Seine Heiligkeit ging zur Bühne und nahm Platz, wobei er auf die schätzungsweise 6.000 Menschen blickte, die gekommen waren, um ihn zu hören: Schülerinnen und Schüler, Lehrerinnen und Lehrer und Eltern. Sushil Dutt Salwan begrüßte ihn im Namen aller Anwesenden und erinnerte daran, dass die Verbindung von Salwan-Trust für Bildung und Seiner Heiligkeit begann, als er vor 24 Jahren zum ersten Mal den Rajendra Nagar Campus besuchte. Sushil Dutt Salwan sprach auch von dem großen Respekt, den der Trust für die Botschaft Seiner Heiligkeit über unser allgemeines Bedürfnis nach Liebe und Mitgefühl hat.
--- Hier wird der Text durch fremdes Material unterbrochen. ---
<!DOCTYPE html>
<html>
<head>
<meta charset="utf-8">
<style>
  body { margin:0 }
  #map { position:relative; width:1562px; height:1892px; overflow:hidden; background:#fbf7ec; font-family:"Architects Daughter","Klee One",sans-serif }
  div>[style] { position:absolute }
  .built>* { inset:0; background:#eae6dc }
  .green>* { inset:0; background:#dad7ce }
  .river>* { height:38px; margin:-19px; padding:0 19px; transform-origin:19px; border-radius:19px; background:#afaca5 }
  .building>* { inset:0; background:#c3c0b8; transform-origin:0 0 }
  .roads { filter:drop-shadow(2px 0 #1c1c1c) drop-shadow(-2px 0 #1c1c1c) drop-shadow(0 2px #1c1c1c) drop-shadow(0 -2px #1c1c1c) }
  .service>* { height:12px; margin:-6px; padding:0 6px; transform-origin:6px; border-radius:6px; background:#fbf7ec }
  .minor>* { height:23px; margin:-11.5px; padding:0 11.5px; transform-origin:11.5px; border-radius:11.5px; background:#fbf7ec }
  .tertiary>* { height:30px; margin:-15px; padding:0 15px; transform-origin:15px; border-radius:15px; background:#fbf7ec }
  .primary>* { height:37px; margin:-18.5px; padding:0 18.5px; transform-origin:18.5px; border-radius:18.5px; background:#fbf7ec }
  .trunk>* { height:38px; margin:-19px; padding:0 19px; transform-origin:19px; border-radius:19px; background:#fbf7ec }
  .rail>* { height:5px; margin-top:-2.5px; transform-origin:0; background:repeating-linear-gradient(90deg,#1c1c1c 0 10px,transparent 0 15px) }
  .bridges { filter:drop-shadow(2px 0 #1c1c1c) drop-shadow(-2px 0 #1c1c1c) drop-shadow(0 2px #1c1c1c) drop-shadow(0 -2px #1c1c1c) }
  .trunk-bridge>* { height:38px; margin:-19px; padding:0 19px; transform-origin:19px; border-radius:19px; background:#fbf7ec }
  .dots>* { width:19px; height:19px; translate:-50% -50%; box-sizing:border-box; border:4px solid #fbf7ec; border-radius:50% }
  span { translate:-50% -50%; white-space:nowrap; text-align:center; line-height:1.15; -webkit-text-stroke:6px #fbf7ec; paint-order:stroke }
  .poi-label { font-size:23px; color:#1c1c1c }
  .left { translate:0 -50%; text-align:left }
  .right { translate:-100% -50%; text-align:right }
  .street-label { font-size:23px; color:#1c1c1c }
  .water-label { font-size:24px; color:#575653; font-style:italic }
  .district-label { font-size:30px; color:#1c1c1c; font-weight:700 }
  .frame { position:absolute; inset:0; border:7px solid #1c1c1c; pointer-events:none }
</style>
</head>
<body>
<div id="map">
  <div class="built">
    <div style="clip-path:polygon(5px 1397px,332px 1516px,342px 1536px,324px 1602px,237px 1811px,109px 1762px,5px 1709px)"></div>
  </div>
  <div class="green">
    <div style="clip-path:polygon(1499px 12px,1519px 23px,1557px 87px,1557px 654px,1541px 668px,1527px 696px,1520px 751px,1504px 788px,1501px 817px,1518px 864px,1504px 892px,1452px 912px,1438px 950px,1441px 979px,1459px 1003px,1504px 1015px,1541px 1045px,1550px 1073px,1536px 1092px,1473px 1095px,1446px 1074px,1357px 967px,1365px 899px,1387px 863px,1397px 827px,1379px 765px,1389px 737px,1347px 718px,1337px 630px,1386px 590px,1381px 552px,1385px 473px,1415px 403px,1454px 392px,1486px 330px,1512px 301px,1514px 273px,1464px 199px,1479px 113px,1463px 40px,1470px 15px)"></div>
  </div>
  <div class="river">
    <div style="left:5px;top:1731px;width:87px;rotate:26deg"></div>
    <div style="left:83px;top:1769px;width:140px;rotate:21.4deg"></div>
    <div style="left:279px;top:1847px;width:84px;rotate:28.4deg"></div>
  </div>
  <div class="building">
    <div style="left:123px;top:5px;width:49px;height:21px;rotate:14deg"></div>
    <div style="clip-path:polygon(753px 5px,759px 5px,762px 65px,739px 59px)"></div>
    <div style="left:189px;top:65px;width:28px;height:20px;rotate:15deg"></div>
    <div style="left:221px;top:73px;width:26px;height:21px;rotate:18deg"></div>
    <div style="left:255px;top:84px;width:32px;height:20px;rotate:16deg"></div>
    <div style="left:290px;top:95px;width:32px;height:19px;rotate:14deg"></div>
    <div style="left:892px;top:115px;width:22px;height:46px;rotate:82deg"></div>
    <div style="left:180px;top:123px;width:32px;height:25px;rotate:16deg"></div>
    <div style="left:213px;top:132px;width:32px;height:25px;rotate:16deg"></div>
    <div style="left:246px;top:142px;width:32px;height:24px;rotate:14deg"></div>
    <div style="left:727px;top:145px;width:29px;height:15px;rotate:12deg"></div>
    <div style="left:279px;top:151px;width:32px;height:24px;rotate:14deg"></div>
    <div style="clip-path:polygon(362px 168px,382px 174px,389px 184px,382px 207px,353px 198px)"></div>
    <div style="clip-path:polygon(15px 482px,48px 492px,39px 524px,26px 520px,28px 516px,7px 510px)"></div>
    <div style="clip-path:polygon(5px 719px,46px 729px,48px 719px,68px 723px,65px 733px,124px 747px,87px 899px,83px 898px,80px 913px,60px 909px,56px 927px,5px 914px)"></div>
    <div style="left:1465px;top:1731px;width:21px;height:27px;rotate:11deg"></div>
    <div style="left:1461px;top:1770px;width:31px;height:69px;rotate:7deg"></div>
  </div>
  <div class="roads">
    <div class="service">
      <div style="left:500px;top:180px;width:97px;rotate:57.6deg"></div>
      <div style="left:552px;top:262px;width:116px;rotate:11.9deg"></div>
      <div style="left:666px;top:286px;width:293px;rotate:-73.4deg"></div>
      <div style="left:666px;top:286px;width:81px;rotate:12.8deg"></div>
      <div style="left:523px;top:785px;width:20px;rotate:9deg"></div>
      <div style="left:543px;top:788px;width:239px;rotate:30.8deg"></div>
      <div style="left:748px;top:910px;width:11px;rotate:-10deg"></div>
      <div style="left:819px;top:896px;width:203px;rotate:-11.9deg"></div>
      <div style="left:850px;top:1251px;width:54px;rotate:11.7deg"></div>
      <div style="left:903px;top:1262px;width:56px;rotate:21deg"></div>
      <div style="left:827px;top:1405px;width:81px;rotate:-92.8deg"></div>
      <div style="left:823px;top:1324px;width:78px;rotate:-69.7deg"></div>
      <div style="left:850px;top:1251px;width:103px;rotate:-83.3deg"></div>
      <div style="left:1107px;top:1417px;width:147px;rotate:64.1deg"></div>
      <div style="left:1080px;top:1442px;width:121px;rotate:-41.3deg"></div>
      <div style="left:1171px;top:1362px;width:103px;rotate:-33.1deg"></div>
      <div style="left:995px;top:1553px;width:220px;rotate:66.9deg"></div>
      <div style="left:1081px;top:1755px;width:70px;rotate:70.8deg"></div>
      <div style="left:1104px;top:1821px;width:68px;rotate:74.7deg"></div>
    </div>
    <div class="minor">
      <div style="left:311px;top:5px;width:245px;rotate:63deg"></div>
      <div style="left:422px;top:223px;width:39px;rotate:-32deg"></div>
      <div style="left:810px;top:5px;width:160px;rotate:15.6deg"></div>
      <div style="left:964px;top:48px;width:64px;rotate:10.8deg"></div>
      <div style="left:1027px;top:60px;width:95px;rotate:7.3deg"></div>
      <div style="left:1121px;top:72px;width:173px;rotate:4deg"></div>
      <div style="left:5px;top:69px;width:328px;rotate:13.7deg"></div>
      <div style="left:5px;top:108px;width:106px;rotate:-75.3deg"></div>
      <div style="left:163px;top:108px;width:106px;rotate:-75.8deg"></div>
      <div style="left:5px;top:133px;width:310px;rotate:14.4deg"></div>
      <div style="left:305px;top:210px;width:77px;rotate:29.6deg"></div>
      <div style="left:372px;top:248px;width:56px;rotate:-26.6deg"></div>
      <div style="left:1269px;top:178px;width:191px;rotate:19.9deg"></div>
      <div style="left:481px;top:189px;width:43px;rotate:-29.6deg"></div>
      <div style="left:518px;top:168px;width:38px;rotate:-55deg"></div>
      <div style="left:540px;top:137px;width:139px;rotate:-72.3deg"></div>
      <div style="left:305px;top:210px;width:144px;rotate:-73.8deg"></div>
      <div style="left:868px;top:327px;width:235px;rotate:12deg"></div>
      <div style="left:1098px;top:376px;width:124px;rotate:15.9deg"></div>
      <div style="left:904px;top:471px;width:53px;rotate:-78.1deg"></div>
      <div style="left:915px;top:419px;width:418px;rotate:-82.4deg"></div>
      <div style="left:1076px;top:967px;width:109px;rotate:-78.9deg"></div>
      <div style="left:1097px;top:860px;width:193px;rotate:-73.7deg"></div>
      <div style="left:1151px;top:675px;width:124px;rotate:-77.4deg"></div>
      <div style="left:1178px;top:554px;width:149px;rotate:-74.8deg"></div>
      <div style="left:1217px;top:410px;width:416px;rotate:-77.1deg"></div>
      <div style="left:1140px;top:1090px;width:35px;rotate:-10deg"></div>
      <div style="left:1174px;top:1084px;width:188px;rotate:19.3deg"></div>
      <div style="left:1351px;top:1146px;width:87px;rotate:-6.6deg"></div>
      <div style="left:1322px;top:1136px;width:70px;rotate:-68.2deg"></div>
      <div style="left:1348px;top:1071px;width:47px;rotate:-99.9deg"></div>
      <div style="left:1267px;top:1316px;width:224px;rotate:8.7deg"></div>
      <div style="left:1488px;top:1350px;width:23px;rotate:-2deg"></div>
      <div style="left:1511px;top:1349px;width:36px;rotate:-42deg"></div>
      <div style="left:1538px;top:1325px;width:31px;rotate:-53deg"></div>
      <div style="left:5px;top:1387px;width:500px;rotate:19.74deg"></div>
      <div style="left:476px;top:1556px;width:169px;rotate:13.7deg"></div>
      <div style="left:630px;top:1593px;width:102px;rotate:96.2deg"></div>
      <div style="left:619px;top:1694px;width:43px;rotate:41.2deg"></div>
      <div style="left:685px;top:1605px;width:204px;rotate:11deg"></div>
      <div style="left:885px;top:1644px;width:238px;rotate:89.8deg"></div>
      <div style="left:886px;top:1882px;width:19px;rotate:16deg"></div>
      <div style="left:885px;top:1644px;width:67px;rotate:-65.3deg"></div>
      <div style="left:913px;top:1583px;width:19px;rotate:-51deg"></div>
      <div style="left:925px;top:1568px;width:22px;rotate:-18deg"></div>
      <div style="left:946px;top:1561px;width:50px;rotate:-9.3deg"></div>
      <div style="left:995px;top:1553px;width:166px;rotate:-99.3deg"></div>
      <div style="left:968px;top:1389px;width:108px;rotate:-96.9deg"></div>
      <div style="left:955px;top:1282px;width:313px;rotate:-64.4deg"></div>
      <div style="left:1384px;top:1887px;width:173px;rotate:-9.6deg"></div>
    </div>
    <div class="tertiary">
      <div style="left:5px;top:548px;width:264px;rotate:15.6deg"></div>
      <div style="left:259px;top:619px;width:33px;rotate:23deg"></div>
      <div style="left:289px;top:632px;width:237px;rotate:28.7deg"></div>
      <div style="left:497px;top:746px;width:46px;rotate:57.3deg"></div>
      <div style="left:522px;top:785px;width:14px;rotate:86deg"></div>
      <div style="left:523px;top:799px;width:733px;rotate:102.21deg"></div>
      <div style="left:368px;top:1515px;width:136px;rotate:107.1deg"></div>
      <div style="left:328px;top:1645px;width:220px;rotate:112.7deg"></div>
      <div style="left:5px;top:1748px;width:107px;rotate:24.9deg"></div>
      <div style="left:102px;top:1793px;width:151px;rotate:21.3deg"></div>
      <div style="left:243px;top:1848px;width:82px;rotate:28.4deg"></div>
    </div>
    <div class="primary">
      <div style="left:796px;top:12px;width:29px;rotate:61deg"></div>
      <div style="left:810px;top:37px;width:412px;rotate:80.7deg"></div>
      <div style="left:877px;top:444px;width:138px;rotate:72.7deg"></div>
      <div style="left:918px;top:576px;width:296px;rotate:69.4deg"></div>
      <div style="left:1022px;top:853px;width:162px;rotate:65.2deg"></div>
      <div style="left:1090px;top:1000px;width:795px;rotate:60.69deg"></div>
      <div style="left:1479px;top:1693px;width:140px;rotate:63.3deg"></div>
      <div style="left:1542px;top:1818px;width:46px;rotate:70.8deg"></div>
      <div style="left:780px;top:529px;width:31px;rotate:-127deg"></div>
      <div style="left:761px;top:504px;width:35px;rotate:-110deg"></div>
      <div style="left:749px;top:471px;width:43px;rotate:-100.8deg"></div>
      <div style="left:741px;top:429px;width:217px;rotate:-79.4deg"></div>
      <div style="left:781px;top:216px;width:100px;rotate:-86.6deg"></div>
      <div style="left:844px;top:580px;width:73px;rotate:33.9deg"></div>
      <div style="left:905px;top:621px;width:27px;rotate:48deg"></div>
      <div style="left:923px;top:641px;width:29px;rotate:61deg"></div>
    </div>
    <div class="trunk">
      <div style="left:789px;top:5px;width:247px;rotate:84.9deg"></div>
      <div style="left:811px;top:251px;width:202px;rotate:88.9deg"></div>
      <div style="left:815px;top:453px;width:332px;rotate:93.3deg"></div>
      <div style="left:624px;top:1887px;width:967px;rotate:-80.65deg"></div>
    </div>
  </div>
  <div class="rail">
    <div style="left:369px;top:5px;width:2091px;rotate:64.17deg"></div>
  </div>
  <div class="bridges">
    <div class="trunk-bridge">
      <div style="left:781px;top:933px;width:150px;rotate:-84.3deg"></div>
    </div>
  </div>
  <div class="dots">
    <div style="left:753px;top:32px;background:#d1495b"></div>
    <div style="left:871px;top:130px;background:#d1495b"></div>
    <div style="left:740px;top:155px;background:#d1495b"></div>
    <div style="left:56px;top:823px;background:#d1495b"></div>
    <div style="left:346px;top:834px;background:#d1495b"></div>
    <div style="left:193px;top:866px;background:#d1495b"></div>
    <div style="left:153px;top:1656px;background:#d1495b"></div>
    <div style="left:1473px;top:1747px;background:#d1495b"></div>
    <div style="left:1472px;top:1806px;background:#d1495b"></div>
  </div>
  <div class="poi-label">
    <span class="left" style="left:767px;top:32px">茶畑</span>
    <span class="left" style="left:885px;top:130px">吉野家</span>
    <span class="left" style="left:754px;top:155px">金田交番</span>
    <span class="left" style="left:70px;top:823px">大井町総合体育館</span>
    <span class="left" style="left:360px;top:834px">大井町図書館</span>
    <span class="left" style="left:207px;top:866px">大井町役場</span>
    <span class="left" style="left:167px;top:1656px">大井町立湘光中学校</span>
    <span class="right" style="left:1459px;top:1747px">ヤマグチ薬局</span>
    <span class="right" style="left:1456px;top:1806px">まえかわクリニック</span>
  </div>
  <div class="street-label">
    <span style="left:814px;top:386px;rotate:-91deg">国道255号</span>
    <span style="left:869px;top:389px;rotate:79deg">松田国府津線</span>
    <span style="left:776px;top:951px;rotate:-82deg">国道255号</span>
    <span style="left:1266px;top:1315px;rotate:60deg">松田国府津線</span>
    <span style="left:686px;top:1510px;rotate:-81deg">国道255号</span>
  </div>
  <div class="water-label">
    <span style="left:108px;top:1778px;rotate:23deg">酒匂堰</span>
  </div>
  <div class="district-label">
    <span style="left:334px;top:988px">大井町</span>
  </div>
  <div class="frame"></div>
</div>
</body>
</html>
Er erwähnte auch, dass Seine Heiligkeit seinerzeit ein kleines Bäumchen gesegnet hatte, das nun zu einem Bodhi-Baum herangewachsen ist, der ein wichtiges Wahrzeichen des Campus ist.
Sushil Dutt Salwan betonte: „Im Leben geht es darum, zu lernen, und es ist eine Ehre für uns, von Seiner Heiligkeit zu lernen.“
Seine Heiligkeit antwortete: „Brüder und Schwestern – alle acht Milliarden von uns Menschen sind eigentlich Brüder und Schwestern. Wir sind auf die gleiche Weise geboren und fast alle von uns sind von unseren Müttern auf die gleiche Weise aufgezogen worden. Jeder auf dieser Welt ist letztlich auf Warmherzigkeit angewiesen.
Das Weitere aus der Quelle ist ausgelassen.